Collected data
*** Block opens ***

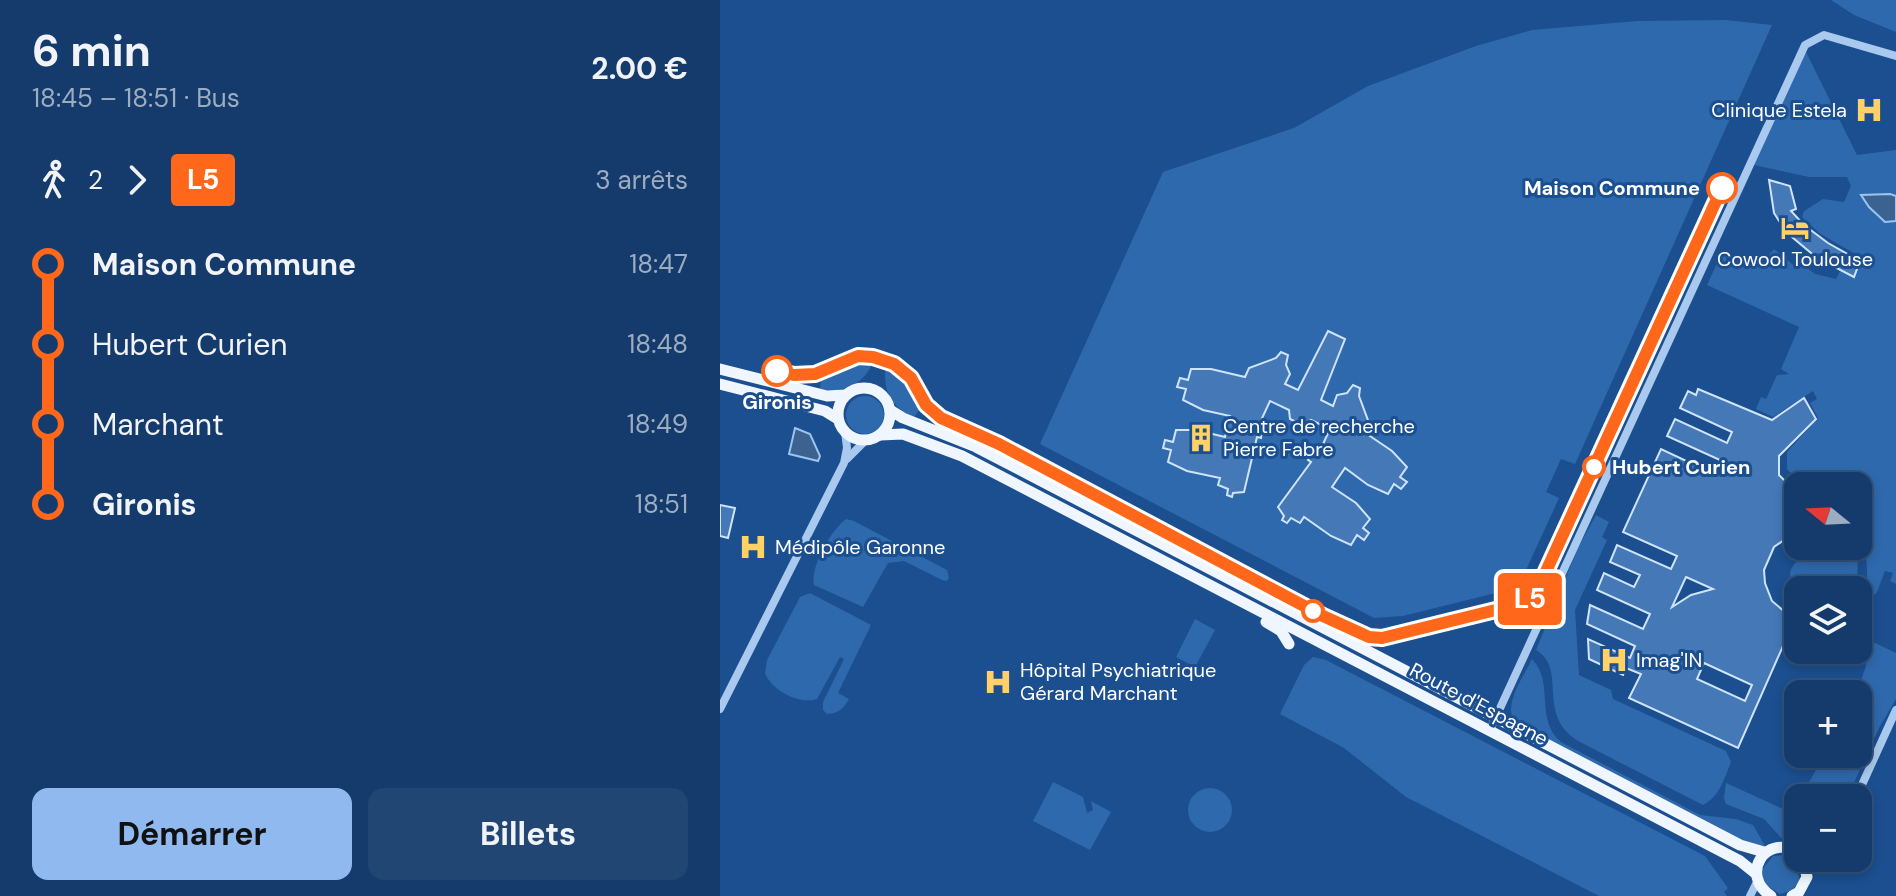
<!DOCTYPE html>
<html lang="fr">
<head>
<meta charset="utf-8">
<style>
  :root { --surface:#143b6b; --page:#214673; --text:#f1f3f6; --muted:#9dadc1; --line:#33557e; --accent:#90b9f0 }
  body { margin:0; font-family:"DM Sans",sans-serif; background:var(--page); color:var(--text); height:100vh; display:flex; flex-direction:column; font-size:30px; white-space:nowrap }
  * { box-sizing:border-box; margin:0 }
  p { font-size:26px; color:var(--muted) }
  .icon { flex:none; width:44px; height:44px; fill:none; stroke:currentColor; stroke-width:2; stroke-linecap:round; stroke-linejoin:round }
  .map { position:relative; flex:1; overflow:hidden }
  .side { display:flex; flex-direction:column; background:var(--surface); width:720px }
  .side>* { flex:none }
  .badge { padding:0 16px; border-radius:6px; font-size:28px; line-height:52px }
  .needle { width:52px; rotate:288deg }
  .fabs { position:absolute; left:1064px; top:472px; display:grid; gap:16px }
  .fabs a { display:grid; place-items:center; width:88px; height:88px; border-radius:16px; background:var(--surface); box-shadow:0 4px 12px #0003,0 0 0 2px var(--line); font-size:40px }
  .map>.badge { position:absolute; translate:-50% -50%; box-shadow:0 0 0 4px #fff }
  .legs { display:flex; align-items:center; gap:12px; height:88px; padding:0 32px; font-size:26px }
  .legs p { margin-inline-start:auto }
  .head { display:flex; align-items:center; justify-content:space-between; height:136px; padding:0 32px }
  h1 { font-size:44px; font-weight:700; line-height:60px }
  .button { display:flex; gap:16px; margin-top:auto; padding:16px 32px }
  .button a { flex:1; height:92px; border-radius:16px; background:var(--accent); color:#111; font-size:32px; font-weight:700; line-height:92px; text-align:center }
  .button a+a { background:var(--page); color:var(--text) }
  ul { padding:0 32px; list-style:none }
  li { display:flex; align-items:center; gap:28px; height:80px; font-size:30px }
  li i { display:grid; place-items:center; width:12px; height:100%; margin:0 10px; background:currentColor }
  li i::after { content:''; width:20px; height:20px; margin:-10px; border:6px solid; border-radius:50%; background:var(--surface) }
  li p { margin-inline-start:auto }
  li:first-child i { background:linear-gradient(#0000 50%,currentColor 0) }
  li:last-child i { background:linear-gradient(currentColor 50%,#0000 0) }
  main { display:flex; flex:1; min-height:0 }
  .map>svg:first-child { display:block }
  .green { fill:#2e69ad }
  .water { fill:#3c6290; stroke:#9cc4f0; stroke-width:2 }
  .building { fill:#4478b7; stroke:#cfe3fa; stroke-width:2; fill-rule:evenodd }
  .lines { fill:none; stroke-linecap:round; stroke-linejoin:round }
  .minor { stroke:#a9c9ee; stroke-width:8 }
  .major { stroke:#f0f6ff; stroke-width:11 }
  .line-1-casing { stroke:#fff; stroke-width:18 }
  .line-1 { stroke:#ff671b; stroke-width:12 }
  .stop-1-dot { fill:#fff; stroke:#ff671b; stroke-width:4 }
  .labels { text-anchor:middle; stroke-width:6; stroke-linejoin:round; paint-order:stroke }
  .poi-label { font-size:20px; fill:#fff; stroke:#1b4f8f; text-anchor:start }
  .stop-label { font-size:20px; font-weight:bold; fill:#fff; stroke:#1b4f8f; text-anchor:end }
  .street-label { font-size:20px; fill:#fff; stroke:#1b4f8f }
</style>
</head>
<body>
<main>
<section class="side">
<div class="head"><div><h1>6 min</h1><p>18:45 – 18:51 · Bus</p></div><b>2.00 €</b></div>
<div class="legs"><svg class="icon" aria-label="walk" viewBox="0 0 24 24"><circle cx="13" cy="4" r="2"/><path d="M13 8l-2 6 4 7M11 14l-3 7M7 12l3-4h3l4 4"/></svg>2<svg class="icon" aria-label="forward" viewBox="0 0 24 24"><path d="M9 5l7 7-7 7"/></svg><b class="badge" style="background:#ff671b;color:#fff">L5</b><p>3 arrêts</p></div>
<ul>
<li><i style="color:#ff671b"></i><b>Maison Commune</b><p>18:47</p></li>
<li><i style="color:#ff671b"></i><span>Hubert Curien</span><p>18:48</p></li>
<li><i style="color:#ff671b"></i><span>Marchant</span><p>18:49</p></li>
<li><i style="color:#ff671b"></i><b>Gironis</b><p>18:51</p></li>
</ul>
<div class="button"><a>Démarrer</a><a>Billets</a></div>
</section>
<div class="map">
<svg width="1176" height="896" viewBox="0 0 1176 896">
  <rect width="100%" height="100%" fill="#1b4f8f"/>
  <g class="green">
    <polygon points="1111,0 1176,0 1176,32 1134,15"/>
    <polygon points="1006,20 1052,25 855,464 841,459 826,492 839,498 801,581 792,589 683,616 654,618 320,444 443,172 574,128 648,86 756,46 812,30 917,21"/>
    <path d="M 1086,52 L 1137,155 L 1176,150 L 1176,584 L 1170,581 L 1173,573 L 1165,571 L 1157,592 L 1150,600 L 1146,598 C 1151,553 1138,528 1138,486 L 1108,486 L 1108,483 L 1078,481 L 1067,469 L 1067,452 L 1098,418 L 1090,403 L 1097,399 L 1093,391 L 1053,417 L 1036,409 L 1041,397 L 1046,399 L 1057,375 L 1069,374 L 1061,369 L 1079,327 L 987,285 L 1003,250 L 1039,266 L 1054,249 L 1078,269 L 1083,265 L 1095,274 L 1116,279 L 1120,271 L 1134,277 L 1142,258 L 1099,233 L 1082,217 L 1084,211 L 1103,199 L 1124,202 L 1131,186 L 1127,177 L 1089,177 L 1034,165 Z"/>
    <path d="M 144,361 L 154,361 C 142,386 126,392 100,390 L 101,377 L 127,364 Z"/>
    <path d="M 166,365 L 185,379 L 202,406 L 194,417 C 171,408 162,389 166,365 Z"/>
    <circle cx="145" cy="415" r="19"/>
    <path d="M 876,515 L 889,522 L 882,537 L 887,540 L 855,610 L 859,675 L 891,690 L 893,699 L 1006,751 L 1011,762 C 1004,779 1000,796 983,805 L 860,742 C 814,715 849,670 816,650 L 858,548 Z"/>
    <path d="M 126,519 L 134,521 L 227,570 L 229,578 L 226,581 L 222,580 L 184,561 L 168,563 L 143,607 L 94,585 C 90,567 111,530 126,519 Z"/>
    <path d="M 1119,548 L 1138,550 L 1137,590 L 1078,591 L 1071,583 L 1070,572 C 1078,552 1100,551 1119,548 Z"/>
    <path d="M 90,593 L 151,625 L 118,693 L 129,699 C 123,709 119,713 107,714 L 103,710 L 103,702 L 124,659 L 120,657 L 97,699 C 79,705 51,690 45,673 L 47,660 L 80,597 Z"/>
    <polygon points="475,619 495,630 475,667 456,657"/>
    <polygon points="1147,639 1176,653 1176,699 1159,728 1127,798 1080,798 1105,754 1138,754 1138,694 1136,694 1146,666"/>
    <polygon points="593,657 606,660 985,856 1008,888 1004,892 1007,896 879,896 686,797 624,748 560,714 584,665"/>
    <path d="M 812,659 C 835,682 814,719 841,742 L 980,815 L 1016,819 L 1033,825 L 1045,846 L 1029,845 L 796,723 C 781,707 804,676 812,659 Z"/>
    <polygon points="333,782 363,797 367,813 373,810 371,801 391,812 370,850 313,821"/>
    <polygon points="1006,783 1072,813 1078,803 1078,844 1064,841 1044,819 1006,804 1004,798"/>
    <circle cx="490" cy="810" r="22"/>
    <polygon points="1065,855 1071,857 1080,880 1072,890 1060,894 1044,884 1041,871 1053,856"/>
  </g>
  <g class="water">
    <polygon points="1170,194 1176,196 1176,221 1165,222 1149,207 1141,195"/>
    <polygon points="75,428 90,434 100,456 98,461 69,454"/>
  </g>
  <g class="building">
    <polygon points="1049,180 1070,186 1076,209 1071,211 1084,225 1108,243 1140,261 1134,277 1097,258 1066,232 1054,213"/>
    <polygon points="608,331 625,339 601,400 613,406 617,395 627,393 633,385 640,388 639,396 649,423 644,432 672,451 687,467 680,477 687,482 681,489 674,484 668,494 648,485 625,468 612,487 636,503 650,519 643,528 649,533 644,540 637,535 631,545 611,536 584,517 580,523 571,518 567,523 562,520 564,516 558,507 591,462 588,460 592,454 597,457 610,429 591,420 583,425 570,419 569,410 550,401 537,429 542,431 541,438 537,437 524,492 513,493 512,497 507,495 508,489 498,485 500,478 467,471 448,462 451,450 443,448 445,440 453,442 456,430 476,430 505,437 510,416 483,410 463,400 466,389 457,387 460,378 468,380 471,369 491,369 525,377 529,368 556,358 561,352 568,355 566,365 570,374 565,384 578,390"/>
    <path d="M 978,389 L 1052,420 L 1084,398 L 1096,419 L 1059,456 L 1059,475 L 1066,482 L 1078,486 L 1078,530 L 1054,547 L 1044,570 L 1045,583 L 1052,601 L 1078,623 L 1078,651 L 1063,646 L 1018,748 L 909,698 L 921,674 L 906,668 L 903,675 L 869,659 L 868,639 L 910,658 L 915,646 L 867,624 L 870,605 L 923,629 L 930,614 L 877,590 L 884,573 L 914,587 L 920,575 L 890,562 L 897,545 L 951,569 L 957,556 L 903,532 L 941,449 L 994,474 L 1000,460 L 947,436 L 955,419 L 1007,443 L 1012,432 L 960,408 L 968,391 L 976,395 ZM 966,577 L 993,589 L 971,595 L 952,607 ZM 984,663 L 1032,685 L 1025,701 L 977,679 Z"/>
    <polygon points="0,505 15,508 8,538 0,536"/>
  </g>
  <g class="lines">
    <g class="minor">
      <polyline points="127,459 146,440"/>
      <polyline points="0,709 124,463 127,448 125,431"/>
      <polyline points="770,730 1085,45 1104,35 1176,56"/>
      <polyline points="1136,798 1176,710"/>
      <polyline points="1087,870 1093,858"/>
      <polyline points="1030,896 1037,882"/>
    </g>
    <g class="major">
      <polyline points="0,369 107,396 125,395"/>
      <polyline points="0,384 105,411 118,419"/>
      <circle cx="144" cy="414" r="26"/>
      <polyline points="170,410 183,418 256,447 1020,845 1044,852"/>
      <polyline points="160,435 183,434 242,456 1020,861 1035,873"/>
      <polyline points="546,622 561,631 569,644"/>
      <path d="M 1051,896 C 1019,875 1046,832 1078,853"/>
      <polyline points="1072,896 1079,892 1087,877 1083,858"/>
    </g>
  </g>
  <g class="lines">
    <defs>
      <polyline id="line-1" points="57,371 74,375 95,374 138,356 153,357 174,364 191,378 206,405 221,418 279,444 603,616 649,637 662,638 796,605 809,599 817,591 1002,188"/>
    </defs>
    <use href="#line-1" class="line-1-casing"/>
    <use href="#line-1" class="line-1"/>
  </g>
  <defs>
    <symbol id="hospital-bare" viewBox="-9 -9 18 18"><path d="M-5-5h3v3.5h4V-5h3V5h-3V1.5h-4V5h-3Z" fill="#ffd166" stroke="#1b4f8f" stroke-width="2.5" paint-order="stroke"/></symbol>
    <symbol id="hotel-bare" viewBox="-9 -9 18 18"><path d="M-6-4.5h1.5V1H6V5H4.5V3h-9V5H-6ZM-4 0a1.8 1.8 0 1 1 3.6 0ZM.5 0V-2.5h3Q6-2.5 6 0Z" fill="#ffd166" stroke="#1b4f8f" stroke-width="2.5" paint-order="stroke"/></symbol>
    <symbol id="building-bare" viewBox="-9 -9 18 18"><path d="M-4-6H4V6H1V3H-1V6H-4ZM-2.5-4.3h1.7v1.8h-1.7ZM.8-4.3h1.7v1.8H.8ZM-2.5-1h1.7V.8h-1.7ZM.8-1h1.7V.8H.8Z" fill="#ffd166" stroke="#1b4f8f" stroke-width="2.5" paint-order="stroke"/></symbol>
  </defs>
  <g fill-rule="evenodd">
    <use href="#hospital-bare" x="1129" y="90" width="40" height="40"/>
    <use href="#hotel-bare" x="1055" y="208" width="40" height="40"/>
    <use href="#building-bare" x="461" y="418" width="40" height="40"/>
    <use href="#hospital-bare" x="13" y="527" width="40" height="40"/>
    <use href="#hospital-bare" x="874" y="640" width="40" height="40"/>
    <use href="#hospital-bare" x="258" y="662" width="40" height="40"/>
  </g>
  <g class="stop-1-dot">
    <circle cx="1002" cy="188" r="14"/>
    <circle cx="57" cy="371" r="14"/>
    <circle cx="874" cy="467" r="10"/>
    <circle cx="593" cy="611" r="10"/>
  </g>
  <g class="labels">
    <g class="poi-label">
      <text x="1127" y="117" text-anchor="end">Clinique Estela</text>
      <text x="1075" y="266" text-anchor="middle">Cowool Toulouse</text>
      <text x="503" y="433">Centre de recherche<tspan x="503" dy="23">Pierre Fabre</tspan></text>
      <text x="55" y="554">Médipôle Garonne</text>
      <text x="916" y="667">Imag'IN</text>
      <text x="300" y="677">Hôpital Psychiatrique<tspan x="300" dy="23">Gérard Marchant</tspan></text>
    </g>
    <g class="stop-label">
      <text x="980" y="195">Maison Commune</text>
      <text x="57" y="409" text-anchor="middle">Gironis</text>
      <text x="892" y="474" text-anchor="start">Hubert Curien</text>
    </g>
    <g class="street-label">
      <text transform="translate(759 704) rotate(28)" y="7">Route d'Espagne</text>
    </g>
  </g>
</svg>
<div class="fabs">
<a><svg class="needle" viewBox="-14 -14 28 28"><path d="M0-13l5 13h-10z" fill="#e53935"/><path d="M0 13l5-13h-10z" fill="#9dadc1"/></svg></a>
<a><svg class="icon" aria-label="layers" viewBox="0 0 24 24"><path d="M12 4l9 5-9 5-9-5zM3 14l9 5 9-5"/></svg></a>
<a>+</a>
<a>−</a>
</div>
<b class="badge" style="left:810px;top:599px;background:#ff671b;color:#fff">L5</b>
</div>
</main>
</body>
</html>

*** Block closes ***

#### [PROBLEM DESCRIPTION]
Return exactly the lines of the data, beginning with the first and ending with the line containing "--surface:#143b6b; --page:#214673; --text:#f1f3f6;". Skip the pictures.

#### [WORKED SOLUTION]
<!DOCTYPE html>
<html lang="fr">
<head>
<meta charset="utf-8">
<style>
  :root { --surface:#143b6b; --page:#214673; --text:#f1f3f6; --muted:#9dadc1; --line:#33557e; --accent:#90b9f0 }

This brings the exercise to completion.